- **Task input**

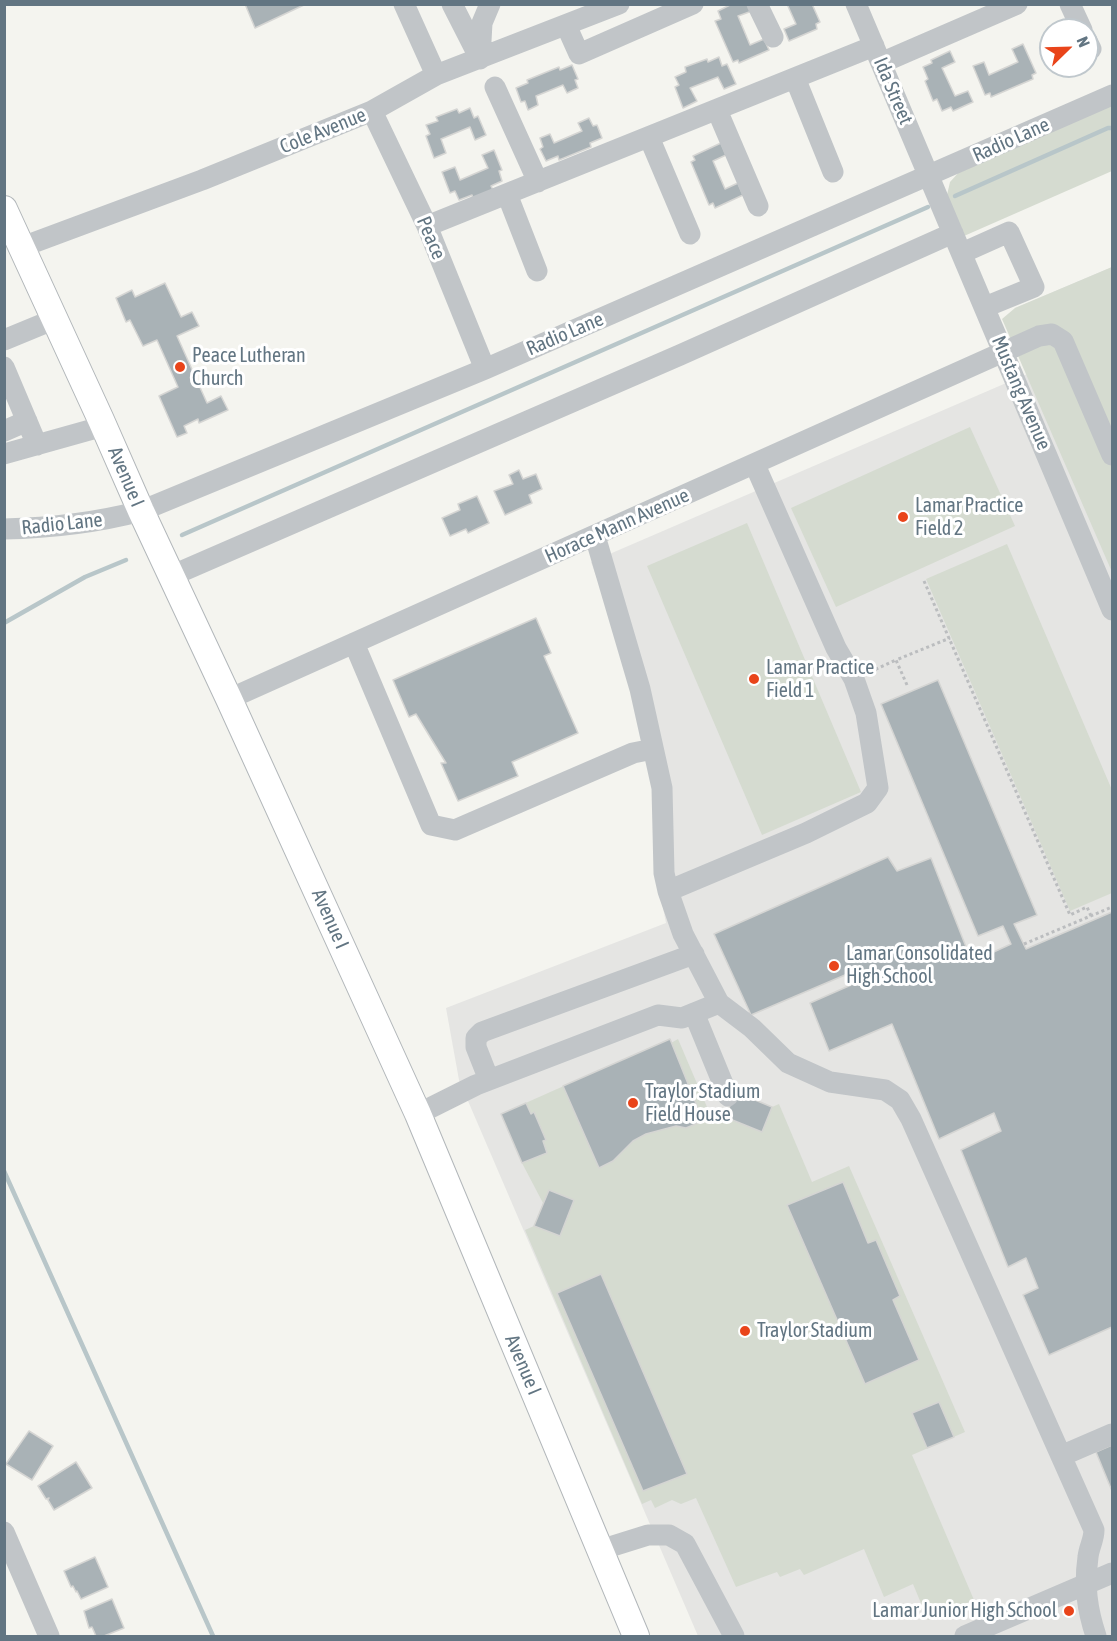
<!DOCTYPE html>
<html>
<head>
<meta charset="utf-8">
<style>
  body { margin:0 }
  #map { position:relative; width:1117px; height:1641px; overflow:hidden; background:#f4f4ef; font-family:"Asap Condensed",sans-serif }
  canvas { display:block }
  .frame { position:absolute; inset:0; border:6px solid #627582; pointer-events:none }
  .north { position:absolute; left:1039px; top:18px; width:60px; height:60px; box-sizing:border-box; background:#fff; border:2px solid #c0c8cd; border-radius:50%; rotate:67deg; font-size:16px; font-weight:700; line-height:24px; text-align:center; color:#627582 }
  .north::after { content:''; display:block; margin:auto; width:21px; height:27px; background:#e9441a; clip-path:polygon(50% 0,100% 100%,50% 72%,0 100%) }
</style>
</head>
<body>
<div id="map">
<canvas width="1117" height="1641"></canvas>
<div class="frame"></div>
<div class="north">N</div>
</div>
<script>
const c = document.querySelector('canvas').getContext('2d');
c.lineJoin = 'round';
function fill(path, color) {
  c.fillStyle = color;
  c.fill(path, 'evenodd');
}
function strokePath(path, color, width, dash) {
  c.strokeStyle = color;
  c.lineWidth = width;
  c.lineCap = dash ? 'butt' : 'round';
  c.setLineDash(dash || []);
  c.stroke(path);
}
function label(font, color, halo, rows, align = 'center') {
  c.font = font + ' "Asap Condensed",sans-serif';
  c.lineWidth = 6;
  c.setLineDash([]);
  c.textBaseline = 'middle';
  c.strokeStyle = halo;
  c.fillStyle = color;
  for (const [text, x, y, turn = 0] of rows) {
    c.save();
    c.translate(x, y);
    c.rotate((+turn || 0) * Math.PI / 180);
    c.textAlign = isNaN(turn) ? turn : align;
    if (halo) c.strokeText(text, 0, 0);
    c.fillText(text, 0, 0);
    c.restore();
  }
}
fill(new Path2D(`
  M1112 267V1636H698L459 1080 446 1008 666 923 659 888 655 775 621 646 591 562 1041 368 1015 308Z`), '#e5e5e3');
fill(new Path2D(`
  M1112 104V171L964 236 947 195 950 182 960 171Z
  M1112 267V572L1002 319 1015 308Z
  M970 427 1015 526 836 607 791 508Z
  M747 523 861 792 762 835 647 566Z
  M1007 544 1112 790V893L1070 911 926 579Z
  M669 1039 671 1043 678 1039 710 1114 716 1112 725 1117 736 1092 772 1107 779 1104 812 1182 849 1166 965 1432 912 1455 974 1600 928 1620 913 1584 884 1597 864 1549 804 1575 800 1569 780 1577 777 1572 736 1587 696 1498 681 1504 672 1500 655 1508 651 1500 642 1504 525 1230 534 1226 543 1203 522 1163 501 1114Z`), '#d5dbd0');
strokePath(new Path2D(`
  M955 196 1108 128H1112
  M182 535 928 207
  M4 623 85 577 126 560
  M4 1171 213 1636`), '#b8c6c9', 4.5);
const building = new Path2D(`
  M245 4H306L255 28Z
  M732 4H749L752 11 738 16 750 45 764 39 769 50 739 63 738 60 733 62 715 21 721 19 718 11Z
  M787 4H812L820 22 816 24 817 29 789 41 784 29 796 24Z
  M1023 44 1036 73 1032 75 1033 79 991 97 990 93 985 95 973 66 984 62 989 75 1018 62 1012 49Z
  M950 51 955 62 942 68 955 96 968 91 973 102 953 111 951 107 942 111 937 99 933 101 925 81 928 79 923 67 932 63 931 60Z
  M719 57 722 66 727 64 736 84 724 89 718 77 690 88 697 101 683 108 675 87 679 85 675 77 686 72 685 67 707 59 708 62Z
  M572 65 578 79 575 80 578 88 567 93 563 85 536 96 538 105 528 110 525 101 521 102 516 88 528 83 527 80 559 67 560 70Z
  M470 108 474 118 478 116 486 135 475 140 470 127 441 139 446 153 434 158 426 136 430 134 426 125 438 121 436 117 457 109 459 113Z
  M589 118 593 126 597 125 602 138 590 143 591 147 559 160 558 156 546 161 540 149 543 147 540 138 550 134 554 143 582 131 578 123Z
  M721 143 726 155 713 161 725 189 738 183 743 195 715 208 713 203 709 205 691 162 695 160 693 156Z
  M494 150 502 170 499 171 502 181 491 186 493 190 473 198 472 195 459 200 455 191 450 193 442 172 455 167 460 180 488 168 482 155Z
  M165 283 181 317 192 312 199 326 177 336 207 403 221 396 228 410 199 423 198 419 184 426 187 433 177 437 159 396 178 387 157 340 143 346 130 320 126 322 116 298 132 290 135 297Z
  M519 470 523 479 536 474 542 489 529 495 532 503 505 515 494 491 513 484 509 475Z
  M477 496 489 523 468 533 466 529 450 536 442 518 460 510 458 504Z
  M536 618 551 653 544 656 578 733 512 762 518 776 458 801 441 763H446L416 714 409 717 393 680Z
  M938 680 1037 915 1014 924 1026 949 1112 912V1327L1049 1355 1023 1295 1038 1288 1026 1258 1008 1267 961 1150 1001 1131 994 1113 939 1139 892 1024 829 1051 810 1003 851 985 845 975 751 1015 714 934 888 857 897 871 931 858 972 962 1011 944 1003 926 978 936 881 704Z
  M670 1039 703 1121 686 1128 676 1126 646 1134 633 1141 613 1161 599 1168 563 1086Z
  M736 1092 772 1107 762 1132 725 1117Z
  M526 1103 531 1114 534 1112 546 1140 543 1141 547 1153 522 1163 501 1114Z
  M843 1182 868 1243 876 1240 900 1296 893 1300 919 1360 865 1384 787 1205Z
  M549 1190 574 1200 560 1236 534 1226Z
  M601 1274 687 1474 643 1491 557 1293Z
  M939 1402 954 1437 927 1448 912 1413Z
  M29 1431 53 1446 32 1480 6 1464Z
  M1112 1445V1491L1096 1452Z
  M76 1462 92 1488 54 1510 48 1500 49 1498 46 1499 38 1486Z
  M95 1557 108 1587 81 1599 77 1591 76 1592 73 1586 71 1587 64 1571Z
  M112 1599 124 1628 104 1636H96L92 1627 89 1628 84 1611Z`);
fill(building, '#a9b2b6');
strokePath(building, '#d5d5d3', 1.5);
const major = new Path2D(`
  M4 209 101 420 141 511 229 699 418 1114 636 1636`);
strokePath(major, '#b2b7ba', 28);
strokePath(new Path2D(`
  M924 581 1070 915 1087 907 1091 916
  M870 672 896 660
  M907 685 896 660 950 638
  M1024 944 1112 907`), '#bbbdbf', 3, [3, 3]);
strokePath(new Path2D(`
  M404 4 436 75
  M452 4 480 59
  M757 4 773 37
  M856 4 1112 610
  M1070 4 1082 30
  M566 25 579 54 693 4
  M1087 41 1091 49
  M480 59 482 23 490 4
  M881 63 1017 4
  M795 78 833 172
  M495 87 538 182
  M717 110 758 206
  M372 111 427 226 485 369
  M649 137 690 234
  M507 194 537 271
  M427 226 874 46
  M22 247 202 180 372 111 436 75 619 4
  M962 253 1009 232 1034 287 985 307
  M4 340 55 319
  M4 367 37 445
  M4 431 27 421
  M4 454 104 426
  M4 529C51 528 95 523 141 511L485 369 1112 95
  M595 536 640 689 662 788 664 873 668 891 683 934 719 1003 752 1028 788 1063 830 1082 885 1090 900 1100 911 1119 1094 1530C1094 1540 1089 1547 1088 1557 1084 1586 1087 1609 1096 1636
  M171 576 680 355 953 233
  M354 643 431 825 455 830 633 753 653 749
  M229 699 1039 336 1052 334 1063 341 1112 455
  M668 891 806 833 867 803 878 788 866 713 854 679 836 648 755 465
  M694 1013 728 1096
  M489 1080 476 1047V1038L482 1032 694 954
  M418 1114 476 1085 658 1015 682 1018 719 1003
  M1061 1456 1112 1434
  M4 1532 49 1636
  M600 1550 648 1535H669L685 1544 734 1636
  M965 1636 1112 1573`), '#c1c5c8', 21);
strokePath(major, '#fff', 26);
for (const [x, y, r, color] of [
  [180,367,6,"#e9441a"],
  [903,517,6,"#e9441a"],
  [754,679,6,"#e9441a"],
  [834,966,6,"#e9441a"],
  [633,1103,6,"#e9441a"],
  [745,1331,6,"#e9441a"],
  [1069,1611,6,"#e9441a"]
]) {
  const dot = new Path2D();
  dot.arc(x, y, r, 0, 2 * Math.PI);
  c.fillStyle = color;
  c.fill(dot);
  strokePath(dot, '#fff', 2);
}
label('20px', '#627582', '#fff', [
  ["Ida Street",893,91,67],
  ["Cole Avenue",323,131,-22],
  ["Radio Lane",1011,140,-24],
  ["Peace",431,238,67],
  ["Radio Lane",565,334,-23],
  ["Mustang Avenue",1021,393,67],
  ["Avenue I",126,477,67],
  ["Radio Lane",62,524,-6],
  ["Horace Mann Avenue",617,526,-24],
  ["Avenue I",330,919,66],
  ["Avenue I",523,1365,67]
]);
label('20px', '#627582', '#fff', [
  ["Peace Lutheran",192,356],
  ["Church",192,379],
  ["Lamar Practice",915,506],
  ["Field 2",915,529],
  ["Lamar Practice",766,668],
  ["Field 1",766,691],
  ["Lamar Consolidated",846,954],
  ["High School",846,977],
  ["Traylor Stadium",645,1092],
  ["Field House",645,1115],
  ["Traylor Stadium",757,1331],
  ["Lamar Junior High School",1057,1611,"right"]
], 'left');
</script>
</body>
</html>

---

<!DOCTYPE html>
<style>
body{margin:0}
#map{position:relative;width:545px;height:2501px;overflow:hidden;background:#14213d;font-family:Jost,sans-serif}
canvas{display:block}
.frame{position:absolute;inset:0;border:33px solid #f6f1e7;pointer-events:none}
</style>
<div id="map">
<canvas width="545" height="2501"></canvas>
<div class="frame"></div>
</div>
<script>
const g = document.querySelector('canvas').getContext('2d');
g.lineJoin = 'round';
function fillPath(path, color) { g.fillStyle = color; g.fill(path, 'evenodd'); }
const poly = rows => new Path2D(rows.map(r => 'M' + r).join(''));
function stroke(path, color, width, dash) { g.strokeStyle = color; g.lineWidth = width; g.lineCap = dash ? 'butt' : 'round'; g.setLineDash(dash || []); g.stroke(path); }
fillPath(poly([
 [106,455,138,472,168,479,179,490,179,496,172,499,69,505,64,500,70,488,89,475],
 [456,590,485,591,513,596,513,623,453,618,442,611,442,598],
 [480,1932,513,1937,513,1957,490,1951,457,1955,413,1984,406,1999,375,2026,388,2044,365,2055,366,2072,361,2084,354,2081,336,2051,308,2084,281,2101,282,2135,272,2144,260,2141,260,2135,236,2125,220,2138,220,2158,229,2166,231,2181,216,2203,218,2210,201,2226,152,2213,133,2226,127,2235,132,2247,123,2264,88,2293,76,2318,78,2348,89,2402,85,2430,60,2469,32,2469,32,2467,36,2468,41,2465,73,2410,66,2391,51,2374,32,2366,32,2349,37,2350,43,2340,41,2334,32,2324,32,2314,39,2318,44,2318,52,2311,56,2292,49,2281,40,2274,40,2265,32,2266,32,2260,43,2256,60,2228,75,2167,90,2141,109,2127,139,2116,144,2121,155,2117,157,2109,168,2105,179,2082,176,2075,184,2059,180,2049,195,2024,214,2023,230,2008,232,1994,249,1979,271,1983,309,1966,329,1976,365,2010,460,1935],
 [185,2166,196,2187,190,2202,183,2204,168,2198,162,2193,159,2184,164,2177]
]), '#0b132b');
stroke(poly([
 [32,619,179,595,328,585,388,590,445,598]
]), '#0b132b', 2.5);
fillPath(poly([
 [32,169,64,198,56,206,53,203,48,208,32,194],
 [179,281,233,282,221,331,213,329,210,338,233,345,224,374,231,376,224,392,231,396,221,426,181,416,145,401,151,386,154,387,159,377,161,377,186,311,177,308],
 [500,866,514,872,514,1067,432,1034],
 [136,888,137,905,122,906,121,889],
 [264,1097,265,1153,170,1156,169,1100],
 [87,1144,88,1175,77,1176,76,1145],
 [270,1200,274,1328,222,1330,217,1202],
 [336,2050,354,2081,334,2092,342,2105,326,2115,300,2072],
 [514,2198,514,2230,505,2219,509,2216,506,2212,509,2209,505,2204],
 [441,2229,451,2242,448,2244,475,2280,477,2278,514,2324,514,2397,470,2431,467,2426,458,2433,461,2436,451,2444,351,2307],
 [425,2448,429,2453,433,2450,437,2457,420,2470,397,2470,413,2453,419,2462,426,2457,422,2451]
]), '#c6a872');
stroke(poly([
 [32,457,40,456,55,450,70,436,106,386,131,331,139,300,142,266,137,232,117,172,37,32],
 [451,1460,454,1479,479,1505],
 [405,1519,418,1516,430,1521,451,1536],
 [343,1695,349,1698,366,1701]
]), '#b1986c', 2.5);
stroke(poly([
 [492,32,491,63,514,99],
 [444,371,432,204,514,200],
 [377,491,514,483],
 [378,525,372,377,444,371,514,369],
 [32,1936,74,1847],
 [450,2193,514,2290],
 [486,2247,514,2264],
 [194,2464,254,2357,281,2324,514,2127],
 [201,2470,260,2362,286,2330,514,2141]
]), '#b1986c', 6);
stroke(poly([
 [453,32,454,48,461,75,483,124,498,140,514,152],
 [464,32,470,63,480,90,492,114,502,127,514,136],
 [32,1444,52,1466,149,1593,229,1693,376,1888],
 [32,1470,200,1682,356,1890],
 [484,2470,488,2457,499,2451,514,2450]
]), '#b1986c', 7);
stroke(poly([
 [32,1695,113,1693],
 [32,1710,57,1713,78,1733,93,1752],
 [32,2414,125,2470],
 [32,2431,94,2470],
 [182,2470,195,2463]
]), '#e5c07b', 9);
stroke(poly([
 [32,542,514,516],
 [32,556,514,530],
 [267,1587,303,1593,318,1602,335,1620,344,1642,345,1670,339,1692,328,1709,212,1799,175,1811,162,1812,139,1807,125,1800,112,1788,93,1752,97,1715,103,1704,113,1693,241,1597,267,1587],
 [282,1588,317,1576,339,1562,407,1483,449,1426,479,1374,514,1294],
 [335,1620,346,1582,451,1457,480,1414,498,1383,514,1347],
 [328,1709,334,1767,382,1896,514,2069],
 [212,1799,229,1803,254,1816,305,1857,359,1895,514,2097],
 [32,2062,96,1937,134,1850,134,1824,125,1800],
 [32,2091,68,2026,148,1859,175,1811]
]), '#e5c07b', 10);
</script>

- **Problem details**
Each line of the data that contains "Math" belongs in the answer.

- **Answer to this problem**
    c.rotate((+turn || 0) * Math.PI / 180);
  dot.arc(x, y, r, 0, 2 * Math.PI);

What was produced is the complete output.